- Exercise aim: In this exercise, restate the listing word for word.

■ ■ ■ ■ ■ ■ ■

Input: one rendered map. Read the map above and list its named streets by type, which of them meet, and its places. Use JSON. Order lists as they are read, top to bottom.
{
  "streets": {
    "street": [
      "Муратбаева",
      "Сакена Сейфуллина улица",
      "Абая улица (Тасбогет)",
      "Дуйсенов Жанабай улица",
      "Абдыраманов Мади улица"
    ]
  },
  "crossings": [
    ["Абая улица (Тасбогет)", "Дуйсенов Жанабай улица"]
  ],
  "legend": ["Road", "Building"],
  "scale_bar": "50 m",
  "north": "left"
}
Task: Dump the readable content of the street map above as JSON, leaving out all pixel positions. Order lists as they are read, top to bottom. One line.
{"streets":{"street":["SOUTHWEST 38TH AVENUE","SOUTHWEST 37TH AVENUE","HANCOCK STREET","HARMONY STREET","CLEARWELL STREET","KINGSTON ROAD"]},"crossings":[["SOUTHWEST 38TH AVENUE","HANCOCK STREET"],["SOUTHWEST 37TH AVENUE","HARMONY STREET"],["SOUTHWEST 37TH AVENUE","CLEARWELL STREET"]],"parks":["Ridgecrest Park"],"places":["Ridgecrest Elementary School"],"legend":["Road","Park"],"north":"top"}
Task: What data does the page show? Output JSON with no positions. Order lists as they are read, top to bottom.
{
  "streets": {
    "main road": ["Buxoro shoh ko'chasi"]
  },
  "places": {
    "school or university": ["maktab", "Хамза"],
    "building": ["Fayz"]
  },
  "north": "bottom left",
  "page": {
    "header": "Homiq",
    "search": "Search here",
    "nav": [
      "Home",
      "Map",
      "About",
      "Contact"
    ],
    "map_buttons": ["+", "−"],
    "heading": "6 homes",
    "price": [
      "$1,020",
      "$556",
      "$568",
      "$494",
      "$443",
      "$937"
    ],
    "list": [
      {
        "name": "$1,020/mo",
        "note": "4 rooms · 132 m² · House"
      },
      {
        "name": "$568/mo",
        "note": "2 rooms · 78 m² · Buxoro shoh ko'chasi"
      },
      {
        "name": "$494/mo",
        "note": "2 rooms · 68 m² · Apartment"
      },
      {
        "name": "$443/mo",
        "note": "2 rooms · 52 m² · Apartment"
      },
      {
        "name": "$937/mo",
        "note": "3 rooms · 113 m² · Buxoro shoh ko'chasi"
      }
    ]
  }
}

■ ■ ■ ■ ■ ■ ■

- Your response:
Input: one rendered map. Read the map above and list its named streets by type, which of them meet, and its places. Use JSON. Order lists as they are read, top to bottom.
{
  "streets": {
    "street": [
      "Муратбаева",
      "Сакена Сейфуллина улица",
      "Абая улица (Тасбогет)",
      "Дуйсенов Жанабай улица",
      "Абдыраманов Мади улица"
    ]
  },
  "crossings": [
    ["Абая улица (Тасбогет)", "Дуйсенов Жанабай улица"]
  ],
  "legend": ["Road", "Building"],
  "scale_bar": "50 m",
  "north": "left"
}
Task: Dump the readable content of the street map above as JSON, leaving out all pixel positions. Order lists as they are read, top to bottom. One line.
{"streets":{"street":["SOUTHWEST 38TH AVENUE","SOUTHWEST 37TH AVENUE","HANCOCK STREET","HARMONY STREET","CLEARWELL STREET","KINGSTON ROAD"]},"crossings":[["SOUTHWEST 38TH AVENUE","HANCOCK STREET"],["SOUTHWEST 37TH AVENUE","HARMONY STREET"],["SOUTHWEST 37TH AVENUE","CLEARWELL STREET"]],"parks":["Ridgecrest Park"],"places":["Ridgecrest Elementary School"],"legend":["Road","Park"],"north":"top"}
Task: What data does the page show? Output JSON with no positions. Order lists as they are read, top to bottom.
{
  "streets": {
    "main road": ["Buxoro shoh ko'chasi"]
  },
  "places": {
    "school or university": ["maktab", "Хамза"],
    "building": ["Fayz"]
  },
  "north": "bottom left",
  "page": {
    "header": "Homiq",
    "search": "Search here",
    "nav": [
      "Home",
      "Map",
      "About",
      "Contact"
    ],
    "map_buttons": ["+", "−"],
    "heading": "6 homes",
    "price": [
      "$1,020",
      "$556",
      "$568",
      "$494",
      "$443",
      "$937"
    ],
    "list": [
      {
        "name": "$1,020/mo",
        "note": "4 rooms · 132 m² · House"
      },
      {
        "name": "$568/mo",
        "note": "2 rooms · 78 m² · Buxoro shoh ko'chasi"
      },
      {
        "name": "$494/mo",
        "note": "2 rooms · 68 m² · Apartment"
      },
      {
        "name": "$443/mo",
        "note": "2 rooms · 52 m² · Apartment"
      },
      {
        "name": "$937/mo",
        "note": "3 rooms · 113 m² · Buxoro shoh ko'chasi"
      }
    ]
  }
}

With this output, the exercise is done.